* **Exercise requirements**
Would you please state how many lines in the entries contain the word "width"? Only the number should be given.

^^^^

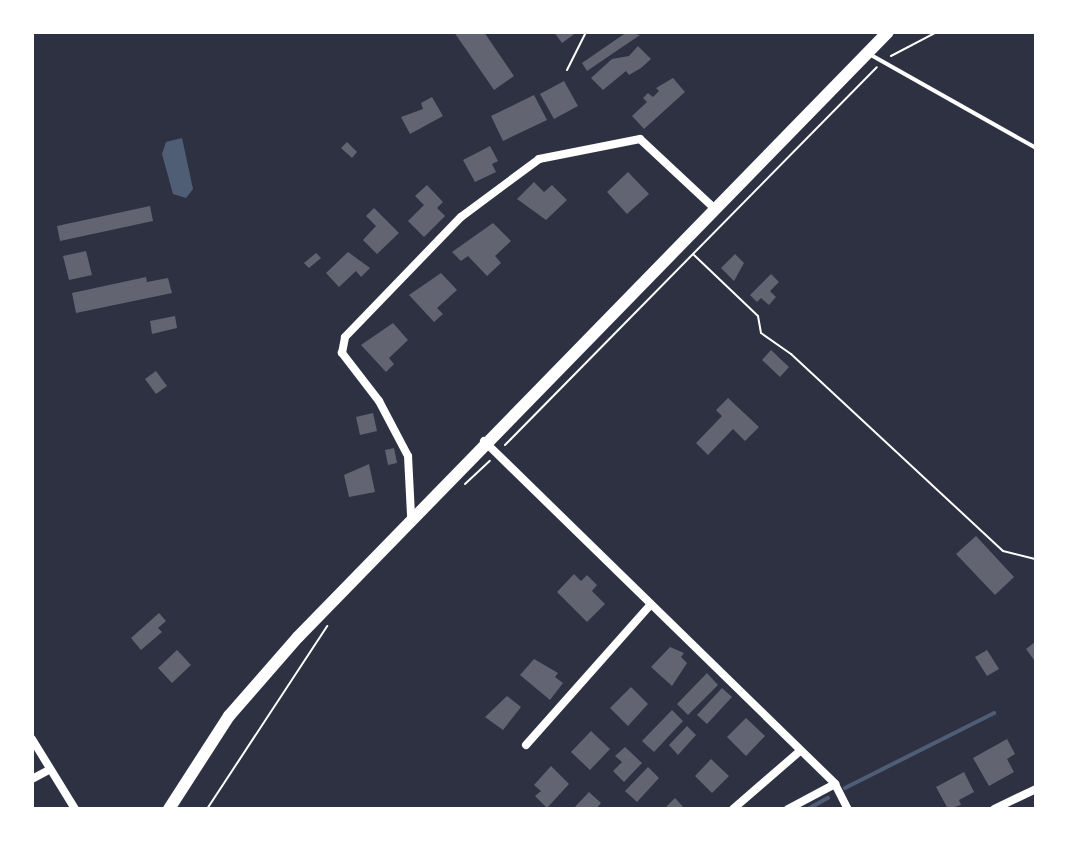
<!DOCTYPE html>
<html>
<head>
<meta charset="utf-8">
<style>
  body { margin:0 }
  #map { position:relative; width:1068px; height:841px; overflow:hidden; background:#2d3142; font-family:"IBM Plex Serif",serif }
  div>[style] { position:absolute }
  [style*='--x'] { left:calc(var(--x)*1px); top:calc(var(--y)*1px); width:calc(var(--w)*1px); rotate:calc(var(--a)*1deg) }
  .water>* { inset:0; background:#4f5d75 }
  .stream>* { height:4px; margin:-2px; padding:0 2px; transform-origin:2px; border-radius:2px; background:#4f5d75 }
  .building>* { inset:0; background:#626471 }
  .path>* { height:2px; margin:-1px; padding:0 1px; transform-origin:1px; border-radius:1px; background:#fff }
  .service>* { height:4px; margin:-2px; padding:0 2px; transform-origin:2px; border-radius:2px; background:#fff }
  .minor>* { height:8px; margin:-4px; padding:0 4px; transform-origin:4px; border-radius:4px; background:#fff }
  .primary>* { height:12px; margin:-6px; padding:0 6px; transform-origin:6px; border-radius:6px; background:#fff }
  span { translate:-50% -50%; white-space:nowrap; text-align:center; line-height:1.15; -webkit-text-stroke:8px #fff; paint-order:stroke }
  .frame { position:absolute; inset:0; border:34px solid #fff; pointer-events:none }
</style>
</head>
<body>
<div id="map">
  <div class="water">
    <div style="clip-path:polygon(182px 138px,193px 189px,186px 198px,173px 194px,162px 154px,166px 142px)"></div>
  </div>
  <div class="stream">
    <div style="--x:845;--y:788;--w:167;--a:-26.7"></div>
    <div style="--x:808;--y:809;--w:23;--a:-29"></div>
  </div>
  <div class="building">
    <div style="clip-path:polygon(454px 32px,484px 32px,514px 76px,494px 90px)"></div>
    <div style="clip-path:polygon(554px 32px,577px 32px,562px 43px)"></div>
    <div style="clip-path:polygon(627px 32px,640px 35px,587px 71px,582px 63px)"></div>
    <div style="clip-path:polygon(638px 46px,651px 59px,641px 68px,629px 75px,626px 71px,603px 90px,591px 78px,612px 59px,629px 56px)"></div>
    <div style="clip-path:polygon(673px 78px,685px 92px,644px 129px,632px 116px,647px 102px,643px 98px,648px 93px,653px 97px,659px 91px,656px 88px)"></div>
    <div style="clip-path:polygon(564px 81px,578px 106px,554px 119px,540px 94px)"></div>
    <div style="clip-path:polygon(534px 95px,547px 120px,503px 141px,491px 116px)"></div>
    <div style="clip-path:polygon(432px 97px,443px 116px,410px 134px,401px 117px,423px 109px,421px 103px)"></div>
    <div style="clip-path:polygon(347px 142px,357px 152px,352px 158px,341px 148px)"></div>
    <div style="clip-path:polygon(490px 146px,498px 161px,492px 164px,496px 172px,475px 182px,463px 160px)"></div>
    <div style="clip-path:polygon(628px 172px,649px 194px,627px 214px,607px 192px)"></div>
    <div style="clip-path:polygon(534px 182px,544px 192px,552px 185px,567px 200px,546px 220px,517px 199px)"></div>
    <div style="clip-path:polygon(427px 185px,443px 202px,437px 208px,445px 216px,424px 237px,408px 221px,424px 205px,415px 196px)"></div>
    <div style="clip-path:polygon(150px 206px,153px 221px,60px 241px,57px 226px)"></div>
    <div style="clip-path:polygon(374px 208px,399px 233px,377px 254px,363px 240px,376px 226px,366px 216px)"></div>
    <div style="clip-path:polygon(493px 223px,511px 241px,495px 256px,501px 263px,487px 276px,468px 256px,461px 261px,452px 252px)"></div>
    <div style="clip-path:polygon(86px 251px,92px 275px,69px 280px,63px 256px)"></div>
    <div style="clip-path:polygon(348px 252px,370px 268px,361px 277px,356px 271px,339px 287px,326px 273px)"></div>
    <div style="clip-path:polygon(316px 253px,321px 258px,309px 268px,304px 263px)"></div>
    <div style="clip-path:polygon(735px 254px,744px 263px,734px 281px,721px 268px)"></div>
    <div style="clip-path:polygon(441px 273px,457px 290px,437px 308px,443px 314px,434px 322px,409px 295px)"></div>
    <div style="clip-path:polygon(771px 274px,779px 282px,770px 291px,776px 297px,769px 305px,761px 298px,757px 302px,750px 295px)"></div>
    <div style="clip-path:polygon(146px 277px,147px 282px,168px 278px,172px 293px,76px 313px,72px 293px)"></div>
    <div style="clip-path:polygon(175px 316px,177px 328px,152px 334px,150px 321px)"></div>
    <div style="clip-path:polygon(393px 323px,408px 340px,389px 358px,394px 364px,386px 372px,361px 345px)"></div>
    <div style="clip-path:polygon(771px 350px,789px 367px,780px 377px,762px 360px)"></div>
    <div style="clip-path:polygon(156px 371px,167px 386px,156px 394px,145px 379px)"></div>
    <div style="clip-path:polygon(728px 398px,759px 427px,745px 441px,733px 429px,708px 455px,696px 443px,722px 416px,716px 410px)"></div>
    <div style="clip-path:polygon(373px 413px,377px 431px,360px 435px,356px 417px)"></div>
    <div style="clip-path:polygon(394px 448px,397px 463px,388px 465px,385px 450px)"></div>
    <div style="clip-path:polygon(369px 464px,375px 492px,349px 497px,344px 475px)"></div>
    <div style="clip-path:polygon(976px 536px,1014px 577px,995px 595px,956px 554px)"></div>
    <div style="clip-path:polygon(574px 574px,581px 581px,587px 575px,597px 585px,592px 591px,605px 604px,587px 622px,557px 592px)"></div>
    <div style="clip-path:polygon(159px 613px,166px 621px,158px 628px,162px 632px,141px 650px,131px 638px)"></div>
    <div style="clip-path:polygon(1035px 642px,1036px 658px,1034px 660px,1026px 649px)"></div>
    <div style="clip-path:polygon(670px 647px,684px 653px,681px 657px,687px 663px,672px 686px,651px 667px)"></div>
    <div style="clip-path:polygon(177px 650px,191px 665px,172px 683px,158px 668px)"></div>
    <div style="clip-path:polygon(987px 650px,999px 669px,987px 676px,975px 657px)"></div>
    <div style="clip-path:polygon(534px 659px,558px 673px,555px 677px,563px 683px,550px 700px,520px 675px)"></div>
    <div style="clip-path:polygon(707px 673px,718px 685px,688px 715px,677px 704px)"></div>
    <div style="clip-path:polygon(631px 687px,648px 704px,628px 726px,610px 708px)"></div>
    <div style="clip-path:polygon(722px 688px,732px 697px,707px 724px,697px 715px)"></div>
    <div style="clip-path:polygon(507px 696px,521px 707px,503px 730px,485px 717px)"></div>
    <div style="clip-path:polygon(672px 710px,683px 721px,654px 752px,642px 741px)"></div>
    <div style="clip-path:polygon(746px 718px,765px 736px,746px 756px,727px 737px)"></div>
    <div style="clip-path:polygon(687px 726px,696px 735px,678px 755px,669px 745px)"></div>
    <div style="clip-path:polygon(591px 731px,610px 749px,590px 770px,571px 752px)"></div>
    <div style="clip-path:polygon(1007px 739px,1015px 754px,1007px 759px,1014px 772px,989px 786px,973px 758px)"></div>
    <div style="clip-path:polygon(625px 747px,642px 763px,624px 782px,613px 771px,622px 762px,615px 756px)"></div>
    <div style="clip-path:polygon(711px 759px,729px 776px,712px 793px,695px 776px)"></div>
    <div style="clip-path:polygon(551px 766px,569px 784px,547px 808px,535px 796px,541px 791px,534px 785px)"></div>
    <div style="clip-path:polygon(648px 767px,659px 778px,637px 802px,625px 791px)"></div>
    <div style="clip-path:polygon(964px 772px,974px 792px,959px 800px,961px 805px,948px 809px,936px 787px)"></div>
    <div style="clip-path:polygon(589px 792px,601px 803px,596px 809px,573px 809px)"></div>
    <div style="clip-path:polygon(675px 798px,685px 809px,664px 809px)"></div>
  </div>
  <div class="path">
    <div style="--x:891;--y:56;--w:52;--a:-27.6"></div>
    <div style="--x:567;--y:70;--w:42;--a:-63.4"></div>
    <div style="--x:694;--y:255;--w:88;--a:43.6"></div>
    <div style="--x:758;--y:316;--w:17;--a:80"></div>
    <div style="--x:761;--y:333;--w:37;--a:35"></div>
    <div style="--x:791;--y:354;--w:289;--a:42.9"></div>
    <div style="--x:1003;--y:551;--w:34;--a:14"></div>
    <div style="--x:505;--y:445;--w:530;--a:-45.46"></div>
    <div style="--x:465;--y:484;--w:34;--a:-43"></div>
    <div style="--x:207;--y:809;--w:219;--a:-56.7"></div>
  </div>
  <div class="service">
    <div style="--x:871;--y:55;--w:189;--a:29.4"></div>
  </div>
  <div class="minor">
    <div style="--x:484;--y:441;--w:491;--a:44.3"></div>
    <div style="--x:411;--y:515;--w:59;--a:-92.9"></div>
    <div style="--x:408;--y:456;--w:62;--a:-117.8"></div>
    <div style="--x:379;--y:401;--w:61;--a:-127.6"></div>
    <div style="--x:342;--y:353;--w:16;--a:-79"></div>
    <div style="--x:345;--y:337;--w:167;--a:-46"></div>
    <div style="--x:461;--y:217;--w:97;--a:-36.6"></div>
    <div style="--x:539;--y:159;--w:103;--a:-11.2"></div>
    <div style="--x:640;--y:139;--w:101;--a:43"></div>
    <div style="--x:32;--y:739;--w:82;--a:58.4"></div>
    <div style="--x:526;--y:745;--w:188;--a:-48.4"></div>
    <div style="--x:32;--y:779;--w:19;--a:-28"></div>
    <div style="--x:733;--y:809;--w:89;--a:-40.9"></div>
    <div style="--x:788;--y:809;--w:53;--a:-28"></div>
    <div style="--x:835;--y:784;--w:28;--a:63"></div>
    <div style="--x:994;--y:809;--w:47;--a:-25.5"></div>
  </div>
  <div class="primary">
    <div style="--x:169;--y:809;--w:111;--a:-57.2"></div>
    <div style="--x:229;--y:716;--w:105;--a:-48.9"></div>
    <div style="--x:298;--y:637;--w:845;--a:-45.72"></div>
  </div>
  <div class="frame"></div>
</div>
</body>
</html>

^^^^

* **Task solution**
2